WHAT YOU WILL DO
What lines in the material hold the string "linecap"? Copy out each of them.

MATERIAL FOR THE TASK
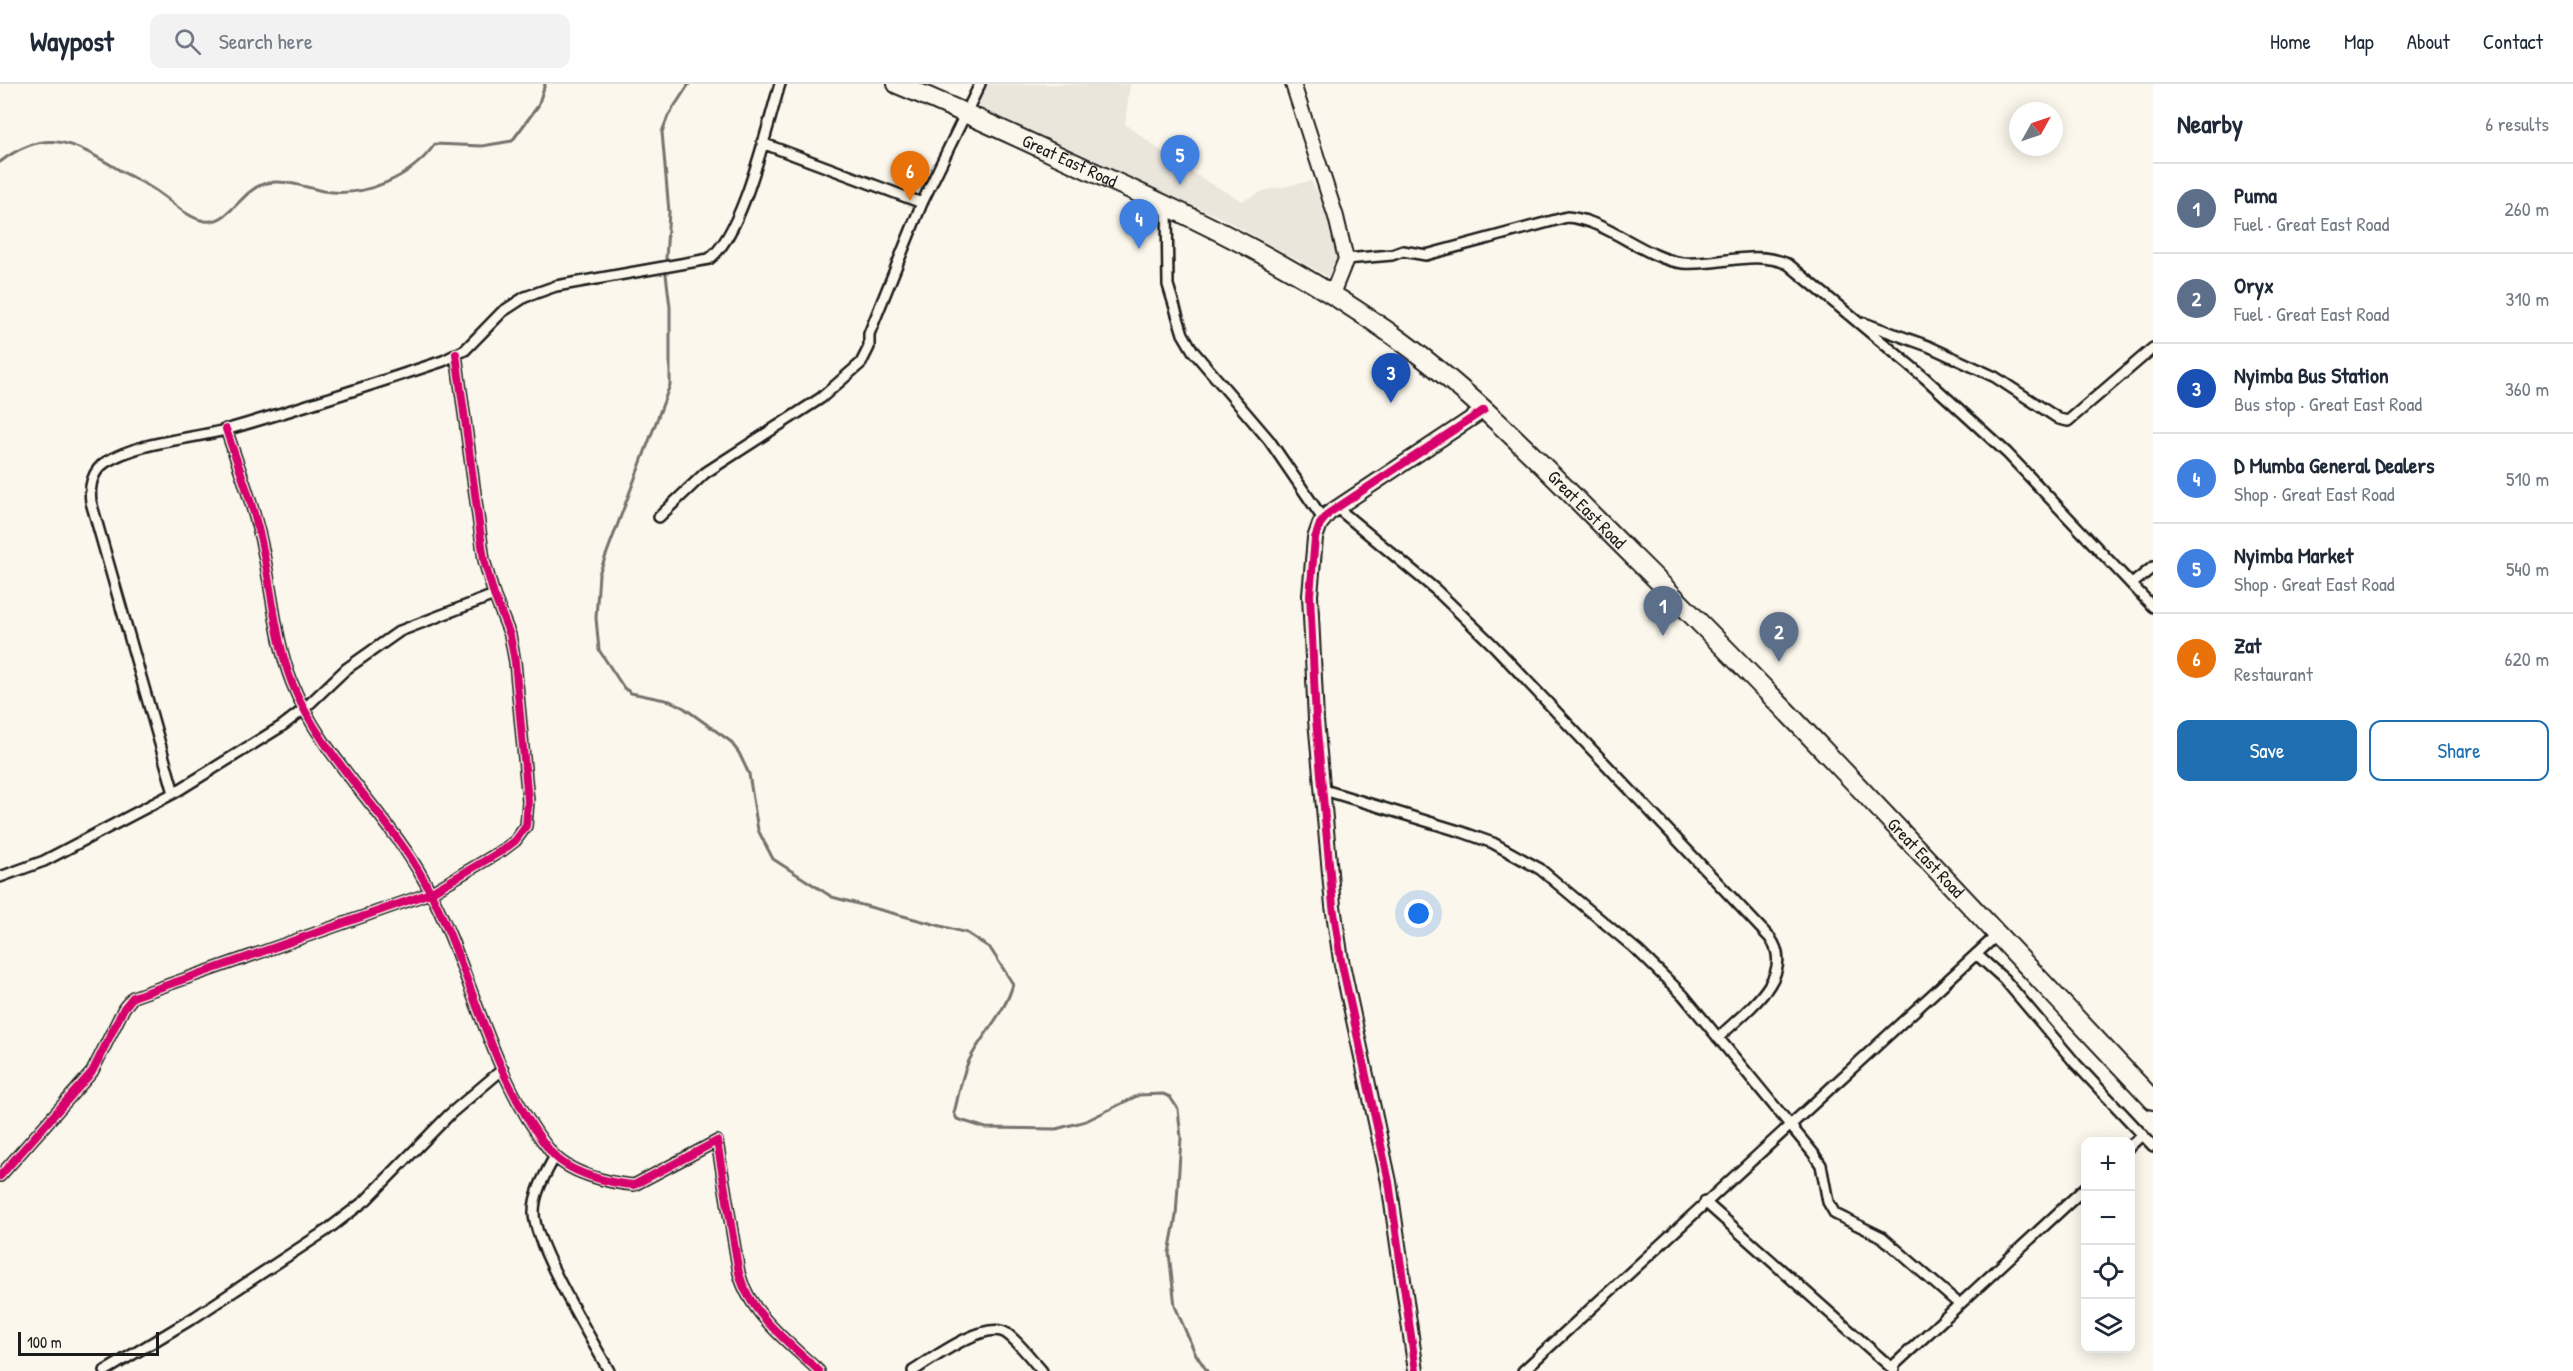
<!DOCTYPE html>
<html lang="en">
<head>
<meta charset="utf-8">
<style>
  :root { --surface:#fff; --page:#f2f2f3; --text:#1f2937; --muted:#747a83; --line:#e0e1e3; --accent:#1f6fb2 }
  body { margin:0; font-family:"Patrick Hand",sans-serif; background:var(--page); color:var(--text) }
  .controls { position:absolute; right:18px; bottom:18px; display:grid; overflow:hidden; border-radius:12px; box-shadow:0 3px 15px #0003 }
  .controls button { width:54px; height:54px; display:grid; place-items:center; padding:0; border:0; border-bottom:2px solid var(--line); background:var(--surface); color:var(--text); font:30px sans-serif }
  .compass { position:absolute; left:2009px; top:18px; width:54px; height:54px; border-radius:50%; background:var(--surface); box-shadow:0 3px 15px #0003; rotate:50deg }
  .scale { position:absolute; left:18px; bottom:15px; width:141px; box-sizing:border-box; padding-left:6px; border:3px solid #1c1c1c; border-top:0; font-size:16px; line-height:21px; white-space:nowrap; color:#1c1c1c; -webkit-text-stroke:4px #fbf7ec; paint-order:stroke }
  .you { position:absolute; left:1419px; top:830px; width:21px; height:21px; margin:-15px; border:4px solid #fff; border-radius:50%; background:#1a73e8; box-shadow:0 0 0 9px #1a73e833 }
  .badge { display:grid; place-items:center; width:39px; height:39px; border-radius:50%; background:var(--accent); color:#fff; font-size:20px; font-weight:700 }
  .pin { position:absolute; translate:-50% -50px; filter:drop-shadow(0 2px 3px #0008) }
  .pin::after { content:''; position:absolute; top:32px; width:21px; height:18px; background:inherit; clip-path:polygon(0 0,100% 0,50% 100%) }
  .list { margin:0; padding:0; list-style:none }
  h2 { display:flex; justify-content:space-between; align-items:center; height:78px; margin:0; padding:0 24px; font-size:26px }
  h2 small { font-size:20px; font-weight:400; color:var(--muted) }
  .list li { display:grid; grid-template-columns:39px 1fr auto; gap:18px; align-items:center; box-sizing:border-box; height:90px; padding:0 24px; border-top:2px solid var(--line) }
  .list b { display:block; font-size:22px; white-space:nowrap }
  .list p { margin:0; font-size:20px; white-space:nowrap; color:var(--muted) }
  .list em { font-size:20px; font-style:normal; color:var(--muted) }
  .actions { display:flex; gap:12px; padding:18px 24px }
  .actions a { flex:1; padding:14px 0; border:2px solid var(--accent); border-radius:12px; text-align:center; font-size:21px; color:var(--accent) }
  .actions .main { background:var(--accent); color:#fff }
  .icon { flex:none; width:33px; height:33px; fill:none; stroke:currentColor; stroke-width:2; stroke-linecap:round; stroke-linejoin:round }
  .map { position:relative; flex:none; width:2153px; height:1287px; overflow:hidden }
  header { display:flex; align-items:center; gap:36px; box-sizing:border-box; height:84px; padding:0 30px; background:var(--surface); border-bottom:2px solid var(--line) }
  header strong { font-size:28px }
  nav { display:flex; gap:33px; margin-inline-start:auto; font-size:21px }
  .search { width:420px; height:54px; background:var(--page); display:flex; align-items:center; gap:15px; box-sizing:border-box; padding:0 21px; border-radius:12px; color:var(--muted); font-size:22px }
  main { display:flex }
  aside { flex:1; background:var(--surface) }
  .map>svg:first-child { display:block }
</style>
</head>
<body>
<header>
<strong>Waypost</strong>
<div class="search"><svg class="icon" aria-label="search" viewBox="0 0 24 24"><circle cx="10" cy="10" r="6"/><path d="M15 15l6 6"/></svg>Search here</div>
<nav><a>Home</a><a>Map</a><a>About</a><a>Contact</a></nav>
</header>
<main>
<div class="map">
<svg width="2153" height="1287" viewBox="0 0 2153 1287">
  <rect width="100%" height="100%" fill="#fbf7ec"/>
  <filter id="ink" filterUnits="userSpaceOnUse"><feTurbulence type="fractalNoise" baseFrequency=".0167" numOctaves="2"/><feDisplacementMap in="SourceGraphic" scale="12" xChannelSelector="R" yChannelSelector="G"/><feConvolveMatrix kernelMatrix="1 2 1 2 8 2 1 2 1" color-interpolation-filters="sRGB"/></filter>
  <g filter="url(#ink)">
    <path fill="#eae6dc" d="M985,0H1130L1125,40L1186,85L1242,117L1266,106L1311,97L1331,132L1345,173L1332,195L1220,133L973,27Z"/>
    <g fill="none" stroke-linecap="round" stroke-linejoin="round">
      <path stroke="#74726e" stroke-width="3" d="M0,78C46,43 72,58 116,84C130,93 146,99 159,109C174,119 187,134 205,137C228,141 241,108 261,101C280,93 304,103 323,107C364,114 411,94 435,60L482,62L512,57L538,22L545,0
        M666,175L669,128L662,48L668,32L689,0
        M666,190L670,223V301L599,490L596,534L599,566L624,604L631,609L670,617L684,624L730,657L739,669L749,690L758,746L773,775L832,813L967,849L990,864L1013,900C1006,927 986,946 972,971C962,988 959,1010 954,1029L957,1035L986,1044L1056,1045L1086,1037L1139,1011L1163,1010L1170,1013L1178,1025L1181,1054L1176,1132L1169,1169L1175,1222L1195,1269L1207,1287"/>
      <defs>
        <path id="street" d="M762,59L922,119L980,0
          M1167,120L1168,201L1183,250L1193,267L1269,356L1323,435
          M1346,175L1392,171L1403,167L1426,171L1567,133C1608,136 1645,175 1683,179C1718,182 1754,165 1788,180L1925,294L2007,369L2153,523
          M1864,239L1928,262L1995,293L2059,335L2068,337L2153,264
          M226,345C240,387 256,428 264,471C273,514 276,558 292,599C321,673 387,728 425,798C472,884 488,990 551,1068C568,1089 608,1099 634,1101L717,1057L739,1189C749,1229 790,1260 819,1287
          M1336,423L1436,506L1494,562L1770,854C1798,892 1743,929 1718,954
          M659,433L705,389L821,314L861,279L869,263V250L922,119
          M2132,500L2153,483
          M1321,705L1462,748L1493,759L1540,785L1638,867L1683,911L1813,1069L1821,1081L1828,1118L1835,1130L1882,1153L1959,1220
          M174,709L91,418C89,403 92,387 106,378C141,357 187,356 225,346C299,325 371,301 443,277L465,266L502,228L525,213L556,202L709,175C743,151 767,42 780,0
          M0,793L44,777L174,709L282,642L304,625L346,585L400,547L494,511
          M1976,870L2004,895L2076,980L2153,1062
          M2130,1062L2142,1051
          M555,1072C546,1089 534,1108 534,1128C533,1159 592,1256 609,1287
          M0,1092L92,988L124,924L133,913L430,809L503,766L515,757L526,742L528,717L515,578L510,551L494,511L484,476L456,270
          M1705,1118L1894,1286
          M1891,1284L2086,1103
          M105,1287L195,1233L327,1146L366,1116L450,1030L503,985
          M913,1287C932,1275 985,1236 1006,1249C1019,1258 1031,1275 1042,1287
          M1523,1287L1997,851"/>
        <path id="secondary" d="M1293,0L1336,133L1346,175L1332,210
          M1416,1287L1389,1098L1341,876L1333,822L1316,636L1310,511L1315,454L1320,440L1329,429L1484,326"/>
        <g id="highway">
          <path id="s1" d="M897,0C971,30 1042,65 1115,98C1215,143 1312,192 1401,257C1488,321 1560,400 1636,475C1813,650 1982,835 2153,1016"/>
        </g>
      </defs>
      <use href="#street" stroke="#1c1c1c" stroke-width="14"/>
      <use href="#secondary" stroke="#1c1c1c" stroke-width="18"/>
      <use href="#highway" stroke="#1c1c1c" stroke-width="22"/>
      <use href="#street" stroke="#fbf7ec" stroke-width="9"/>
      <use href="#secondary" stroke="#fbf7ec" stroke-width="14"/>
      <use href="#highway" stroke="#fbf7ec" stroke-width="18"/>
      <defs>
        <path id="cycleway" d="M226,345C240,387 256,428 264,471C273,514 276,558 292,599C321,673 387,728 425,798C472,884 488,990 551,1068C568,1089 608,1099 634,1101L717,1057L739,1189C749,1229 790,1260 819,1287
          M0,1092L92,988L124,924L133,913L430,809L503,766L515,757L526,742L528,717L515,578L510,551L494,511L484,476L456,270
          M1416,1287L1389,1098L1341,876L1333,822L1316,636L1310,511L1315,454L1320,440L1329,429L1484,326"/>
      </defs>
      <use href="#cycleway" stroke="#fbf7ec" stroke-width="11"/>
      <use href="#cycleway" stroke="#d6006c" stroke-width="8"/>
    </g>
  </g>
  <g text-anchor="middle" stroke-width="4.5" stroke-linejoin="round" paint-order="stroke">
    <g font-size="18" fill="#1c1c1c" stroke="#fbf7ec">
      <text dy="6" stroke="none"><textPath href="#s1" startOffset="189">Great East Road</textPath></text>
      <text dy="6" stroke="none"><textPath href="#s1" startOffset="818">Great East Road</textPath></text>
      <text dy="6" stroke="none"><textPath href="#s1" startOffset="1304">Great East Road</textPath></text>
    </g>
  </g>
</svg>
<div class="controls">
<button>+</button>
<button>−</button>
<button><svg class="icon" aria-label="locate" viewBox="0 0 24 24"><circle cx="12" cy="12" r="6"/><path d="M12 2v4M12 18v4M2 12h4M18 12h4"/></svg></button>
<button><svg class="icon" aria-label="layers" viewBox="0 0 24 24"><path d="M12 4l9 5-9 5-9-5zM3 14l9 5 9-5"/></svg></button>
</div>
<svg class="compass" viewBox="-18 -18 36 36"><path d="M0-13l5 13h-10z" fill="#e53935"/><path d="M0 13l5-13h-10z" fill="#747a83"/></svg>
<div class="scale">100 m</div>
<div class="you"></div>
<div class="pin badge" style="left:1663px;top:552px;background:#5c6f8a">1</div>
<div class="pin badge" style="left:1779px;top:578px;background:#5c6f8a">2</div>
<div class="pin badge" style="left:1391px;top:319px;background:#1a4fb4">3</div>
<div class="pin badge" style="left:1139px;top:165px;background:#3f7fe0">4</div>
<div class="pin badge" style="left:1180px;top:101px;background:#3f7fe0">5</div>
<div class="pin badge" style="left:910px;top:117px;background:#e8710a">6</div>
</div>
<aside>
<h2>Nearby<small>6 results</small></h2>
<ul class="list">
<li><span class="badge" style="background:#5c6f8a">1</span><div><b>Puma</b><p>Fuel · Great East Road</p></div><em>260 m</em></li>
<li><span class="badge" style="background:#5c6f8a">2</span><div><b>Oryx</b><p>Fuel · Great East Road</p></div><em>310 m</em></li>
<li><span class="badge" style="background:#1a4fb4">3</span><div><b>Nyimba Bus Station</b><p>Bus stop · Great East Road</p></div><em>360 m</em></li>
<li><span class="badge" style="background:#3f7fe0">4</span><div><b>D Mumba General Dealers</b><p>Shop · Great East Road</p></div><em>510 m</em></li>
<li><span class="badge" style="background:#3f7fe0">5</span><div><b>Nyimba Market</b><p>Shop · Great East Road</p></div><em>540 m</em></li>
<li><span class="badge" style="background:#e8710a">6</span><div><b>Zat</b><p>Restaurant</p></div><em>620 m</em></li>
</ul>
<div class="actions"><a class="main">Save</a><a>Share</a></div>
</aside>
</main>
</body>
</html>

WRITTEN ANSWER
  .icon { flex:none; width:33px; height:33px; fill:none; stroke:currentColor; stroke-width:2; stroke-linecap:round; stroke-linejoin:round }
    <g fill="none" stroke-linecap="round" stroke-linejoin="round">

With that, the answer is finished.